Тем не менее он решил сделать контрольный звонок своей Зинаиде, чтобы или уж развеять этот кошмар, или устроиться где-нибудь под забором и помереть. Он подошел к какому-то парню в роскошной кожаной куртке, но с противной физиономией и довольно витиевато поведал ему о своей беде. Парень, видимо, ничего не понял и только сказал:
– Чиво-о?
Бархоткин прикинул, что во всех цивилизованных странах молодежь отлично понимает по-английски, и повторил:
– I just want to make a call. How can I do it?
Парень на него заорал:
– Чиво-о!
НАШИ ЗА ГРАНИЦЕЙ
Саша Васильев, упитанный мужичок лет тридцати с небольшим, по профессии лингвист широкого профиля, был человек тяжелый, то есть неуживчивый, бесстрашный, прямолинейный, язвительный и несдержанный на язык. Хотя он любил повторять:
– Я не злой, я впечатлительный… – на кафедре его сторонились и редко когда приглашали на свойские вечера.
Поскольку по-настоящему излить желчь ему было некому, он одно время писал пространные жалобы в Комитет народного контроля на: проректора по хозяйственной части, районный комитет комсомола во главе с известным негодяем Адиноковым, жилищно-эксплуатационную контору № 41, своего участкового уполномоченного и редакцию газеты «Культура», не желающую печатать его разоблачительные статьи.
Кончилось тем, что Васильев написал солидное исследование о кризисе социалистического способа производства, в котором он указывал на прямую связь между диктатурой кремлевских рамоликов и распределением по труду.
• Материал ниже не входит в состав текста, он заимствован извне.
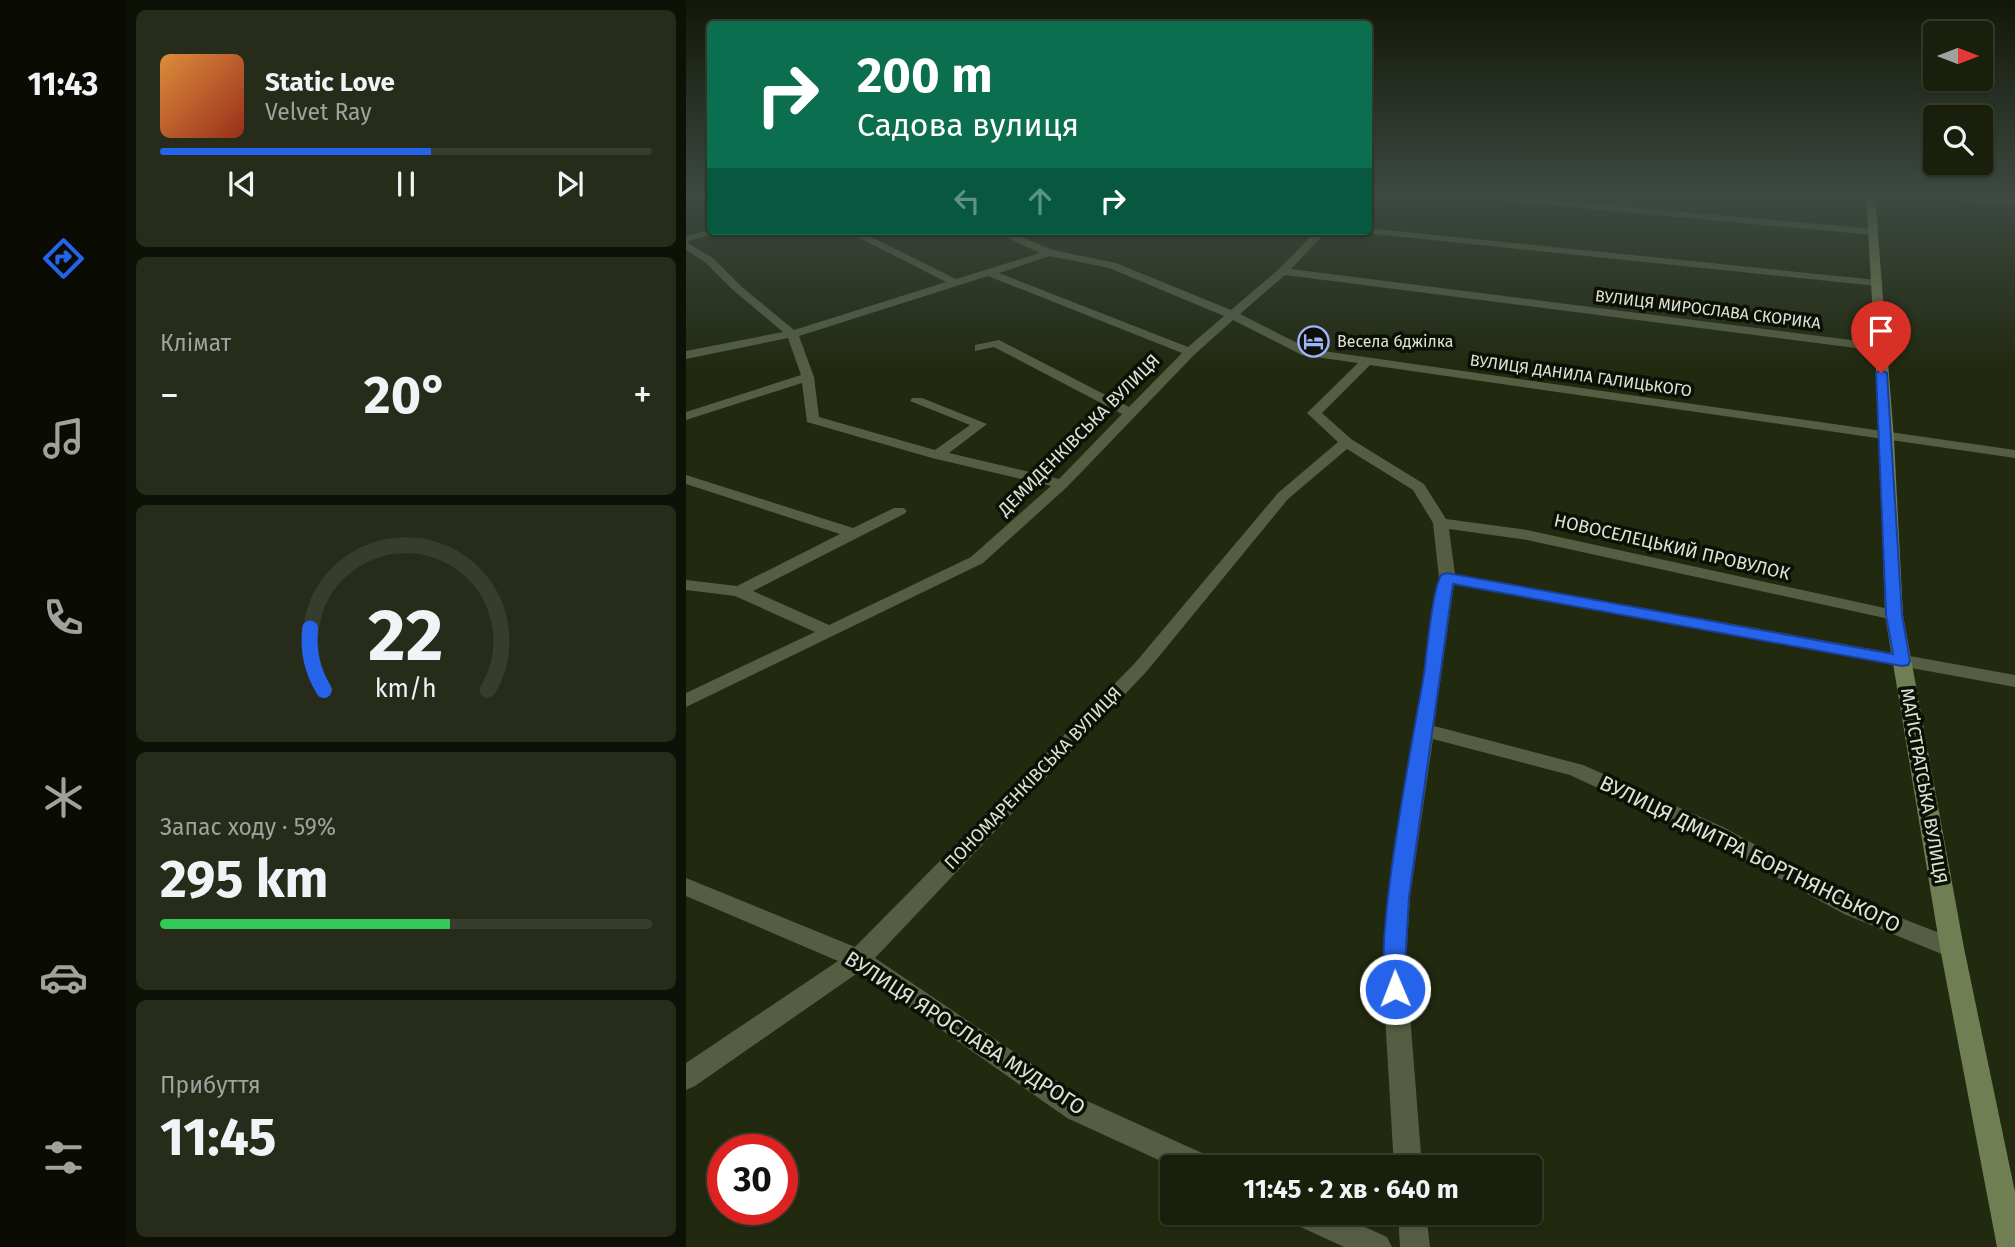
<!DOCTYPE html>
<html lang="uk">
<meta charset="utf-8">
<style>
:root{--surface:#191f0b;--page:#262c19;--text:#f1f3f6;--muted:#9fa29d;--line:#373d2c;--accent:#2563eb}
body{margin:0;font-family:"Fira Sans",sans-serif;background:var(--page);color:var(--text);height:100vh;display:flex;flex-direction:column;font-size:26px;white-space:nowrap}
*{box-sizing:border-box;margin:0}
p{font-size:23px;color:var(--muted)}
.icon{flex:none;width:38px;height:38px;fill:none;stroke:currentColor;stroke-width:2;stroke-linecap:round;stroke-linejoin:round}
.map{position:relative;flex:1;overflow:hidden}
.panel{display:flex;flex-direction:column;gap:10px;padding:10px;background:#0e1106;width:560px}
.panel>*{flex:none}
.hud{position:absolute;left:21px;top:21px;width:665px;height:214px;border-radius:7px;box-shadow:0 2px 5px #0004,0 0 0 2px var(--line);background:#0b6e4f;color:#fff;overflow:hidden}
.needle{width:46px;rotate:90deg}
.buttons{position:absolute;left:1237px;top:21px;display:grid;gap:14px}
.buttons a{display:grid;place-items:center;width:70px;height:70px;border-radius:7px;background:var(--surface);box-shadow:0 2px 5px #0004,0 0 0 2px var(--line);font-size:35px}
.speed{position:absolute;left:21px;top:1134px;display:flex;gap:14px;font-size:35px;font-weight:700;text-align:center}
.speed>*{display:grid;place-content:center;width:91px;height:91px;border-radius:50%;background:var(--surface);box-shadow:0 2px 5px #0004,0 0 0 2px var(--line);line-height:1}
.speed .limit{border:10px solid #d22;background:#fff;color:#111}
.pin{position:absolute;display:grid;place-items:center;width:60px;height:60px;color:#fff;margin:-72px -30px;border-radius:50% 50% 50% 0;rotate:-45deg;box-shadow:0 0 7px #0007}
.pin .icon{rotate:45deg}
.me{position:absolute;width:77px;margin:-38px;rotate:359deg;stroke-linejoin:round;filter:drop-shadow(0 0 5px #0008)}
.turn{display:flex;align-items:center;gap:24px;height:147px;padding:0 35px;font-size:32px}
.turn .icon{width:91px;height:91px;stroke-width:2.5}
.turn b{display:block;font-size:49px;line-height:60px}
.lanes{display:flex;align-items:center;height:66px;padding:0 35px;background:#0003;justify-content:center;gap:35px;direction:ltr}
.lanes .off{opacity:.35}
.big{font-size:52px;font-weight:700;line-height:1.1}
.panel .card{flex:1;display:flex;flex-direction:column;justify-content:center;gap:10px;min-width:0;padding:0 24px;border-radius:10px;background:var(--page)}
.panel .dial{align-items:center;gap:0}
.dial svg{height:182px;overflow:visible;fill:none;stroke:var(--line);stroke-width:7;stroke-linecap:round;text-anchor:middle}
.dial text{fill:var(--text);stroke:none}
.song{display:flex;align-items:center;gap:21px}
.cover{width:84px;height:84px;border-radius:10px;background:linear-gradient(135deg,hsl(30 70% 55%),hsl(10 70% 35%))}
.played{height:7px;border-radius:4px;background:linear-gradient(90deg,var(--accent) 55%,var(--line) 55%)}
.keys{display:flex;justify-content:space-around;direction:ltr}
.heat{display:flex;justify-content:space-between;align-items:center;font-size:38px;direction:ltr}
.charge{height:10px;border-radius:5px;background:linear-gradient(90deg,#34c759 59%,var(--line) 0)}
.trip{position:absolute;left:474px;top:1155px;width:382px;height:70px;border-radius:7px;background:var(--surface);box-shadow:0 2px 5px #0004,0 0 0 2px var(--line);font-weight:700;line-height:70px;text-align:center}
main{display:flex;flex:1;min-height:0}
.menu{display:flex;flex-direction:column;width:126px;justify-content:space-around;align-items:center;background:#0a0c04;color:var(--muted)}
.menu .icon{width:49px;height:49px}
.menu .active{color:var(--accent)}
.menu b{font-size:32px;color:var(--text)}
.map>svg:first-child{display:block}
</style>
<main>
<nav class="menu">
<b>11:43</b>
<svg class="icon active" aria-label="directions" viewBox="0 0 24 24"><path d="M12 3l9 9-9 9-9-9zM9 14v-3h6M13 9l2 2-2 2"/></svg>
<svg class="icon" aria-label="music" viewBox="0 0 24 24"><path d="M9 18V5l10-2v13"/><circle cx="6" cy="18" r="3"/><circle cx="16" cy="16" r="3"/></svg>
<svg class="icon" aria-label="phone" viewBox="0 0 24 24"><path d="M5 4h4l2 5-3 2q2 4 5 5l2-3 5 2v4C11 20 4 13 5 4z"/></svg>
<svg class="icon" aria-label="climate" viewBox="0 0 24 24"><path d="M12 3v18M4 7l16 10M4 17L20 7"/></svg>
<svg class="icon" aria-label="car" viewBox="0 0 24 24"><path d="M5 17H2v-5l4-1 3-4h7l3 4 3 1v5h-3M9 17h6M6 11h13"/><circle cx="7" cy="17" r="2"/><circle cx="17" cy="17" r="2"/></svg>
<svg class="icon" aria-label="filters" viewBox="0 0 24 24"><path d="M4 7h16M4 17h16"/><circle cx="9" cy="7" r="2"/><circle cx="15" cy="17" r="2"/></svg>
</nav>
<section class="panel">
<div class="card">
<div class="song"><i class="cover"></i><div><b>Static Love</b><p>Velvet Ray</p></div></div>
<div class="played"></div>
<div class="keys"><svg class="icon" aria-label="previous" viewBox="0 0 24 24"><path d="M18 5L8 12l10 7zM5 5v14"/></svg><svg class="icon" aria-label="pause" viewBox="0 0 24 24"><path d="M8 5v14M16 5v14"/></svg><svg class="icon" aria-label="next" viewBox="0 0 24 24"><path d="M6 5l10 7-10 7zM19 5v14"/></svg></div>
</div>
<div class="card"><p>Клімат</p>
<div class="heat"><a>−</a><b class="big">20°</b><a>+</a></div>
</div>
<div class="card dial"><svg viewBox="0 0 100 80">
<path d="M14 69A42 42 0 1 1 86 69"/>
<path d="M14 69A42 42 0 0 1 8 42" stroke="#2563eb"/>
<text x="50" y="56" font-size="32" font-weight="700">22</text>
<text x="50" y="72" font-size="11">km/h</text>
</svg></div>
<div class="card"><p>Запас ходу · 59%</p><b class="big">295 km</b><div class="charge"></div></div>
<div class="card"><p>Прибуття</p><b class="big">11:45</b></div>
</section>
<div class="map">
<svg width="1329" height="1247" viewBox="0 0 1329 1247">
<rect width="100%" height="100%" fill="#21290f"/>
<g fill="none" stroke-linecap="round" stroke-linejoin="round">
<!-- street -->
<g fill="#555e43" fill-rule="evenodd">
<path d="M783 195H814L1187 229 1192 232 1187 235 788 198Z"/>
<path d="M682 228 1191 280 1197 283 1191 286 678 233 677 231H682Z"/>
<path d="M24 230 38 231 0 242 27 258 55 286 108 330 260 282 160 231H173L270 279 354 253 306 231H320L367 250 430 263 545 310 593 269 630 231H641L605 269 1197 344V350L1193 351 599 275 554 314 623 349 1329 450V458L684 365 636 413 665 439 738 484 760 519 841 530 1208 610 1217 615 1208 620 841 540 763 529 769 574 1329 675V687L768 584 748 726 897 765 1037 827 1174 902 1274 941 1278 948 1274 955 1266 958 1258 955 1158 914 1021 839 884 775 747 739 724 897 720 964 736 1167H708L696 964 702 897 753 578 747 523 727 490 661 449 602 499 461 671 189 958 399 1100 527 1158 531 1167H488L381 1118 173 972 9 1086 0 1090V1063L152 961 0 896V878L169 947 449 663 592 493 652 442 621 413 672 363 616 355 547 320 508 355 381 487 297 563 0 707V693L129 632 49 596 0 590V580L51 586 154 534 0 484V475L167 528 208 508H218L221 511 218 514 67 591 143 625 285 557 365 486 246 458 121 422 116 383 0 420V412L115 375 102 338 0 359V351L97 332 47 290 19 262 0 250V236ZM364 256 423 268 538 316 502 347 313 273ZM302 276 496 353 443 407 313 340 289 345V351L308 347 436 414 373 479 263 453 301 424 236 398H226L224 401 284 425 249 450 133 417 128 377 113 336Z"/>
<path d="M602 1213H648L701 1237 706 1247H658L606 1223Z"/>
<path d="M712 1213H740L744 1247H714Z"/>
</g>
<!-- secondary -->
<g fill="#707e53" fill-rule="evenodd">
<path d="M1180 195H1189L1208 440 1217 615 1278 948 1329 1192V1247H1311L1254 948 1199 615 1194 440Z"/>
<path d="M1244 195 1329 199V205L1249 198Z"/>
</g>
</g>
<!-- sky -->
<linearGradient id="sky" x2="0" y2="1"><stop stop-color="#121708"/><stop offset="0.53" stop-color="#3d4942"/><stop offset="1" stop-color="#3d4942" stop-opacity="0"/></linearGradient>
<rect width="1329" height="369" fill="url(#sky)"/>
<!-- route -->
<path fill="#2563eb" stroke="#184099" stroke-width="2" d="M1195 370 1201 373 1216 615 1224 661 1222 665 1216 666 767 584 723 897 719 964 721 989 717 995 709 998 702 995C683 958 729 728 738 674 741 651 746 592 755 575L761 573 1207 654 1200 615 1190 373Z"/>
<!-- icons -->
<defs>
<symbol id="hotel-ring" viewBox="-11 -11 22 22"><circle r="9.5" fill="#0c1006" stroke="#a0b3fd" stroke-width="1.5"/><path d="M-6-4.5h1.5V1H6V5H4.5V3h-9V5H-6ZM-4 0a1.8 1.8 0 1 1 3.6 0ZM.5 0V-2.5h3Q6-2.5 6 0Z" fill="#a0b3fd"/></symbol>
</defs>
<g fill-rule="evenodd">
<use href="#hotel-ring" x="610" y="324" width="35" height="35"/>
</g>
<g text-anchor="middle" stroke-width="7" stroke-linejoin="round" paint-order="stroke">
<!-- far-street labels -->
<g font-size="16" fill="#dee4d4" stroke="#0c1006">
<text transform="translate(1022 309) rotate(7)" y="6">ВУЛИЦЯ МИРОСЛАВА СКОРИКА</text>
<text transform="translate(895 375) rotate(8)" y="6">ВУЛИЦЯ ДАНИЛА ГАЛИЦЬКОГО</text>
</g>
<!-- far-poi labels -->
<g font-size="16" fill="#dee4d4" stroke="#0c1006" text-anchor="start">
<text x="651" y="347">Весела бджілка</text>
</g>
<!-- street labels -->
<g font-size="18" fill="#dee4d4" stroke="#0c1006">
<text transform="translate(393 435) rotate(-45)" y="6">ДЕМИДЕНКІВСЬКА ВУЛИЦЯ</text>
<text transform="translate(986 547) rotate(13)" y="6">НОВОСЕЛЕЦЬКИЙ ПРОВУЛОК</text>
<text transform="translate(347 778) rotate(-46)" y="6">ПОНОМАРЕНКІВСЬКА ВУЛИЦЯ</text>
<text transform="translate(1238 786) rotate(80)" y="6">МАҐІСТРАТСЬКА ВУЛИЦЯ</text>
</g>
<!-- near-street labels -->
<g font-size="21" fill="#dee4d4" stroke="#0c1006">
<text transform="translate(1064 854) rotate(26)" y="7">ВУЛИЦЯ ДМИТРА БОРТНЯНСЬКОГО</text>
<text transform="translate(279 1033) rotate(33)" y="7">ВУЛИЦЯ ЯРОСЛАВА МУДРОГО</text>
</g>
</g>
</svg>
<div class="buttons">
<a><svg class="needle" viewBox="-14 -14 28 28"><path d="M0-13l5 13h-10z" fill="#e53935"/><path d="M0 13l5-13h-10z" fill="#9fa29d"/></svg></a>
<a><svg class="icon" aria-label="search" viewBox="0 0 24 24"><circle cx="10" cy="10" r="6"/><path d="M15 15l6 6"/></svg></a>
</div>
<div class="speed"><div class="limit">30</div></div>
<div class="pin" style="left:1195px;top:373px;background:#d93025"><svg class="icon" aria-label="arrive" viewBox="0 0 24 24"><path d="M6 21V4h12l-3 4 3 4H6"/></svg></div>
<svg class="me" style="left:709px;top:989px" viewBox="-20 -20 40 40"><circle r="17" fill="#2563eb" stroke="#fff" stroke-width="3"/><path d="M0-11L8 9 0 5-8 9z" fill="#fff"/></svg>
<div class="trip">11:45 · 2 хв · 640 m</div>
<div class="hud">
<div class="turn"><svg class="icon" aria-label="right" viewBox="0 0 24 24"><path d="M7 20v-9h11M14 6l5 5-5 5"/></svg><div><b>200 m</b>Садова вулиця</div></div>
<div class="lanes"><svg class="icon off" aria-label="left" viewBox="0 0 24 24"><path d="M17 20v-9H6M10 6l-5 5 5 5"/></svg><svg class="icon off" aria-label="ahead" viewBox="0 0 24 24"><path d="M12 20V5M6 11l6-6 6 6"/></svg><svg class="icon" aria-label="right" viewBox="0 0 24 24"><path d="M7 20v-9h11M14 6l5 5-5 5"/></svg></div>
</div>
</div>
</main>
Он передал один экземпляр рукописи в «Самиздат», второй оставил себе, третий (больше его пишущая машинка «Оптима» не брала) переслал в Израиль через знакомого одессита, который уезжал в Святую землю со всей семьей.
Через некоторое время к нему пришли. «Гости дорогие» (характеристика Осипа Мандельштама) без труда обнаружили подрывную рукопись, кое-какие обличительные статьи, одесскую переписку, прихватили, якобы нечаянно, новую пыжиковую шапку и доставили вольнодумца в следственную тюрьму.
Там он просидел с полгода, похудел, окончательно озлился и замучил жалобами прокуратуру, Верховный суд, руководство Союза писателей, Министерство ужасных дел. В конце концов он так всем надоел, что было решено лишить его советского гражданства и выслать, к чертовой матери, за рубеж.